An hour later I walked back to our hotel – the Hotel Vestibul Palace, housed partly in the vestibule (appropriately) of the palace of the Roman emperor Diocletian.
The tables scattered through labyrinthine alleys were still cluttered with people, but the coffees had been replaced by red-and-white cans of Karlovacko Beer.
“The locals here sure seem to know how to live,” I remarked to a hotel staffer.
“Croatia’s unemployment numbers are the same as the population of Split,” he answered wryly. “Sometimes I think most of those unemployed live right here.”
That night the bars lining a broad thoroughfare marching parallel to the harbour were full. Next day we visited a pebbled beach at the base of a steep slope surmounted by the Radisson Blu Resort. The beach was packed, some people sunning, some placing a quintessential Croatian game called “Picigin”.
It was Friday afternoon, shortly after lunch.

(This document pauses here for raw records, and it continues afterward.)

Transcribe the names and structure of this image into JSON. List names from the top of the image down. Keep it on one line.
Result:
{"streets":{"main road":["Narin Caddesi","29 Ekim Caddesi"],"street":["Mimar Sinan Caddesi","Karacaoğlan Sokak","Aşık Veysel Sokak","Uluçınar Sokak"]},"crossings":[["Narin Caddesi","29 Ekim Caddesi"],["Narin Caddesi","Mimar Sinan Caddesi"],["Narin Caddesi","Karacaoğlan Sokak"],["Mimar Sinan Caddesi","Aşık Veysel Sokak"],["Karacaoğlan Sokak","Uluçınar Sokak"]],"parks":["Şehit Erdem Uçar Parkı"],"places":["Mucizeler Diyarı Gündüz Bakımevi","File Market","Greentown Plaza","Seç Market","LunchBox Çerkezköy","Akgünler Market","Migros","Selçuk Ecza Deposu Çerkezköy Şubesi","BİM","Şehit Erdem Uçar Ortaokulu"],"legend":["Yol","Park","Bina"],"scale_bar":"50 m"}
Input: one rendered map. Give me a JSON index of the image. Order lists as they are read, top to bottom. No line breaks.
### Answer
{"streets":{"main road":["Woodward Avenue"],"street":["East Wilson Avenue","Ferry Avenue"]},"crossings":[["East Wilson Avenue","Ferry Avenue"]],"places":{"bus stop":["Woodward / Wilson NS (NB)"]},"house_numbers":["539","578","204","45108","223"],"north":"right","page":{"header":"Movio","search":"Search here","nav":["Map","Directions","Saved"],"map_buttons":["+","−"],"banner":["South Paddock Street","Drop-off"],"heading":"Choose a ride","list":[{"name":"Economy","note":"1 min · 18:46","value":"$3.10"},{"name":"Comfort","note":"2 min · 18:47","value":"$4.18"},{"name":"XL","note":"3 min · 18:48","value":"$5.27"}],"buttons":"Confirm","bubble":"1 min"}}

It was not a holiday weekend.
Unless you have a “Split” personality.
THE BURDEN OF HISTORY
But Dalmatia’s split personality has a darker side; the region struggles beneath the burden of history.
Part of that history is a tragedy punctuated by betrayals and tears and blood. Part is panoply spanning two millennia. It is burden and attraction both.
Just twenty years ago this was a war zone. Some call it a civil war, Croats call it the invasion. “I can’t eat anything out of cans to this day,” one Dubrovnik local tells me. “We hid in cellars during the invasion. We peed into empty cans.”
Machine gun emplacements from World War II hunker down on a Zlarin Island headland; a monastery in Split is still scarred from German shelling during that war. The events leading to World War I took place in this country; the heights overlooking Dubrovnik hold the remains of a fort garrisoned by Napoleon’s troops.
But this burden is also Dalmatia’s chief allure.
We sleep above the cellars of a Roman emperor’s palace, we stroll cobblestone streets lined with Baroque homes and shops. We march along the walls high atop Dubrovnik, with pumpkin tiled roofs that have sheltered homes for more than thirteen centuries.
And we dock our sailboat overnight on a seawall that was here when Turks invaded, when Marco Polo sailed past.
I am a history buff. I’ve died and gone to Dalmatia.
And then there’s the sheer splendour of Dalmatia’s surroundings.
The Adriatic here is royal blue and glitters in the sun like a king’s ransom. An emerald tapestry of islands – Hvar, Brač, Korčula among them – lounges just offshore.
We sail past a walled city – Sibenik – surmounted by stone fortress walls and a pair of ancient churches, we traverse a serpentine canyon protected by towering mountains, stark, rugged, yet strangely beautiful.
We make landfall near Krka Falls – cascades of shimmering water flowing to the Adriatic through a lush green valley shaded by pine-covered heights. We go for a swim; we hike through stands of primal forest where Turkish invaders once lurked.
We cruise the Kornati Islands, lunar landscapes lapped by limpid waters.
We sail east, stopping for lunch between two tree-covered islands, swimming in crystal clear waters the colour of the Caribbean.
We stop on our way back to Zlarin Island, letting our sails flog, the boat drifting while five, six, seven dolphins cavort mere metres from our starboard beam.
And we are silent, inhaling the sheer splendor here like breaths of mountain air.
One more entry in a dossier of Dalmatian delights.